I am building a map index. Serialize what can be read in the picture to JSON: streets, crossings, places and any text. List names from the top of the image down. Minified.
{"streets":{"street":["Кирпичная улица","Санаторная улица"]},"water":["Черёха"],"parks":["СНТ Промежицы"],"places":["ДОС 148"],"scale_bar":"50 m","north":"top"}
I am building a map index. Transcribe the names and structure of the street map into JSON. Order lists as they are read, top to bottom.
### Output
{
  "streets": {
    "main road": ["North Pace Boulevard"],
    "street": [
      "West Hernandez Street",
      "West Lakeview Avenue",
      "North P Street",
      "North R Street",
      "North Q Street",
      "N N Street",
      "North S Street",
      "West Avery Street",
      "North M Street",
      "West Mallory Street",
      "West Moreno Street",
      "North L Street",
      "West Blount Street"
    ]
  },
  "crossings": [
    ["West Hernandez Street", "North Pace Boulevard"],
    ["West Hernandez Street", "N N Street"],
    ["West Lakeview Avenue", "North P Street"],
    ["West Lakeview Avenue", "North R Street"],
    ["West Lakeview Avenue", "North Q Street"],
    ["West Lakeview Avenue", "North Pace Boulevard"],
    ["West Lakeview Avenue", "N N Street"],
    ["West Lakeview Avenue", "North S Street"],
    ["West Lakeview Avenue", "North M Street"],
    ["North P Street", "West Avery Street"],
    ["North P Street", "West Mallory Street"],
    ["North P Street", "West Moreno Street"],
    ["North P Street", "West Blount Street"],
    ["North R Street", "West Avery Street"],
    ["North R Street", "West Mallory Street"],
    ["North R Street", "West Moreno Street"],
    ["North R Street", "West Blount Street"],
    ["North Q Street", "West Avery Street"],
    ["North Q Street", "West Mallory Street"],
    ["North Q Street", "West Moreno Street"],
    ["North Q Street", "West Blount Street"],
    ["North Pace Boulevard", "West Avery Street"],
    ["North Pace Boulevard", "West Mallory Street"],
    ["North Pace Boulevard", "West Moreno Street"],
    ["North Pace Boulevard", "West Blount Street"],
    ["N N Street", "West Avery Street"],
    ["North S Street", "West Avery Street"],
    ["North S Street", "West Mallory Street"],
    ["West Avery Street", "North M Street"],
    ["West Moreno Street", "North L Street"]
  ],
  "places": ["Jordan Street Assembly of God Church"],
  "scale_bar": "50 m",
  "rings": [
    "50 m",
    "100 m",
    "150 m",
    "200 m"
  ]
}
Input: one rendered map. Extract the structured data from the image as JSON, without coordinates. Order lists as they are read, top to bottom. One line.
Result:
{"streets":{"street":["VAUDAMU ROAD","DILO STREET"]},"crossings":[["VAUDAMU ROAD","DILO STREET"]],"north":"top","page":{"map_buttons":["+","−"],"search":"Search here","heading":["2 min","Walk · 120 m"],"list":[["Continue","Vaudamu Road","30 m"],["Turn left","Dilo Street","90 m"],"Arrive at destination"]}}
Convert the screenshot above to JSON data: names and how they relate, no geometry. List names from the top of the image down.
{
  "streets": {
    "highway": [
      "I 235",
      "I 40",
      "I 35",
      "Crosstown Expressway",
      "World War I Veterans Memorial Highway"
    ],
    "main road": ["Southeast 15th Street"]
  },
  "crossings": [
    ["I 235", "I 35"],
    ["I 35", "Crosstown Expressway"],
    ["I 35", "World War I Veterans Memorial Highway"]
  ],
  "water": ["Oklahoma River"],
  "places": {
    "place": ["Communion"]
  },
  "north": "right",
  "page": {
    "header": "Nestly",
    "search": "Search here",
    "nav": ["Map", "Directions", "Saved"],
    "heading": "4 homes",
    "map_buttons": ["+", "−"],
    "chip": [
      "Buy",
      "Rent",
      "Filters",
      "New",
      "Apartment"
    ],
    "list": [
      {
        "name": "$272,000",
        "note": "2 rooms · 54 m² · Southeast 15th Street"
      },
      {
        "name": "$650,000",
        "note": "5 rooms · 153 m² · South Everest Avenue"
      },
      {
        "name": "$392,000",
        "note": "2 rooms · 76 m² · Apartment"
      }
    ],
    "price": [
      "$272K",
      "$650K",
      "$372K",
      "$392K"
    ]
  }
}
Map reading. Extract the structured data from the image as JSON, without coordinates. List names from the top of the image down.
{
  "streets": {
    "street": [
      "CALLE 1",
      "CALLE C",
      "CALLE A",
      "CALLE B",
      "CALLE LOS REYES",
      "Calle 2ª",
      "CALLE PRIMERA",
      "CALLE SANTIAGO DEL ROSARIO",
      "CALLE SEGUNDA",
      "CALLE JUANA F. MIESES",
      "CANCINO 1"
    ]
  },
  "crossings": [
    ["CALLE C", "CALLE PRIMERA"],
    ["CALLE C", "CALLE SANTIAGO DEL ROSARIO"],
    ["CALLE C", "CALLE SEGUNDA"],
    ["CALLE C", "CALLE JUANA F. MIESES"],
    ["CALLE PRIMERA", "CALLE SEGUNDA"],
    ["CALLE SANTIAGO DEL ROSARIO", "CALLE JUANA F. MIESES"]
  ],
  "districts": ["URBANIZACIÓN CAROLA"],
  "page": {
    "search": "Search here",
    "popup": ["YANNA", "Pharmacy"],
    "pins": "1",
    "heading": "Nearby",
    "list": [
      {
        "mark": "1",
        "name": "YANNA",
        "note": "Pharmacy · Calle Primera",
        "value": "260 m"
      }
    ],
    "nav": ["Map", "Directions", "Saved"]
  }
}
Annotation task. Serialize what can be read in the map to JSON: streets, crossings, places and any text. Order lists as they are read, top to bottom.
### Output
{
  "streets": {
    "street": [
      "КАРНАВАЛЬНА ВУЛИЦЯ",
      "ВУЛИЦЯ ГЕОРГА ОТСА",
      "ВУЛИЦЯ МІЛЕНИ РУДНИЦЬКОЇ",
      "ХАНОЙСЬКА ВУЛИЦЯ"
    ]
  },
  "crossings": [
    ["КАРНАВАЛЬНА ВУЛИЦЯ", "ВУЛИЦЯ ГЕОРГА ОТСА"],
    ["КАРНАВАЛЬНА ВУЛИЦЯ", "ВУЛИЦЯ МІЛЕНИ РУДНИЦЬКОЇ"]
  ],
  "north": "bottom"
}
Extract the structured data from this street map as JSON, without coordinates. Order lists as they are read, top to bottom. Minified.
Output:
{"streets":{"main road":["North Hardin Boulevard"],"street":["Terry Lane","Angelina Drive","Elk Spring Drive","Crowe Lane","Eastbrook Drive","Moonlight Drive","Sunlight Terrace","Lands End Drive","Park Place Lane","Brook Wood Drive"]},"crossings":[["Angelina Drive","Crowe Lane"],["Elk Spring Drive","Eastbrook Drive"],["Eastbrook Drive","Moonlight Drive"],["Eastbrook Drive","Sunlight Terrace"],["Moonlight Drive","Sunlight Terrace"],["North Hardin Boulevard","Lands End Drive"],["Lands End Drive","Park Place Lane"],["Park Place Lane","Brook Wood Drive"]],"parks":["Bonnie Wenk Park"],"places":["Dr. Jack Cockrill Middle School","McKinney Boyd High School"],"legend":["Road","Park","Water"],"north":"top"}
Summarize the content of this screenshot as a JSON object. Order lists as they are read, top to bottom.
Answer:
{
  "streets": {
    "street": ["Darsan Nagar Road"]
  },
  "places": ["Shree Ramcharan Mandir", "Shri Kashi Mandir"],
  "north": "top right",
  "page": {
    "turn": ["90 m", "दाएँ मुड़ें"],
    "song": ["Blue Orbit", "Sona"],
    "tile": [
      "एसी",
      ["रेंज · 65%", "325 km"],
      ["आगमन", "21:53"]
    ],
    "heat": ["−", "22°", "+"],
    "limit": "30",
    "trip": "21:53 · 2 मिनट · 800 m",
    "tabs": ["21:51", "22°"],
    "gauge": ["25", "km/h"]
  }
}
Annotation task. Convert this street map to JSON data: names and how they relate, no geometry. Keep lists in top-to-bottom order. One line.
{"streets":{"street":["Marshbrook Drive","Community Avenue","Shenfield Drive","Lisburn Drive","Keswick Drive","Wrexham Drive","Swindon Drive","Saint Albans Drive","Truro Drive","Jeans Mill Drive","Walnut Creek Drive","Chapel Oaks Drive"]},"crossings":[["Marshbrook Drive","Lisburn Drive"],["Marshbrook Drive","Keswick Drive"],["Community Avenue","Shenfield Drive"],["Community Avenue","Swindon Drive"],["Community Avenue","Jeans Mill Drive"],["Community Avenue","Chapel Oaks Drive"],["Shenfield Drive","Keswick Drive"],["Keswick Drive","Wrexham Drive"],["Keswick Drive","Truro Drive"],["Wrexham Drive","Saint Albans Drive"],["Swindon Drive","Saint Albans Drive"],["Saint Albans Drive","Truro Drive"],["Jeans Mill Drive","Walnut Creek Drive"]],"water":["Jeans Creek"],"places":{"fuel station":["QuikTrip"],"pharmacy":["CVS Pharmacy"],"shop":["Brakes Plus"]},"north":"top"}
========================
## YOUR ASSIGNMENT
What you output must match the lines from the beginning of the material through the line with "I am building a map index. Transcribe" exactly, both ends included.

## YOUR SOLUTION
I am building a map index. Serialize what can be read in the picture to JSON: streets, crossings, places and any text. List names from the top of the image down. Minified.
{"streets":{"street":["Кирпичная улица","Санаторная улица"]},"water":["Черёха"],"parks":["СНТ Промежицы"],"places":["ДОС 148"],"scale_bar":"50 m","north":"top"}
I am building a map index. Transcribe the names and structure of the street map into JSON. Order lists as they are read, top to bottom.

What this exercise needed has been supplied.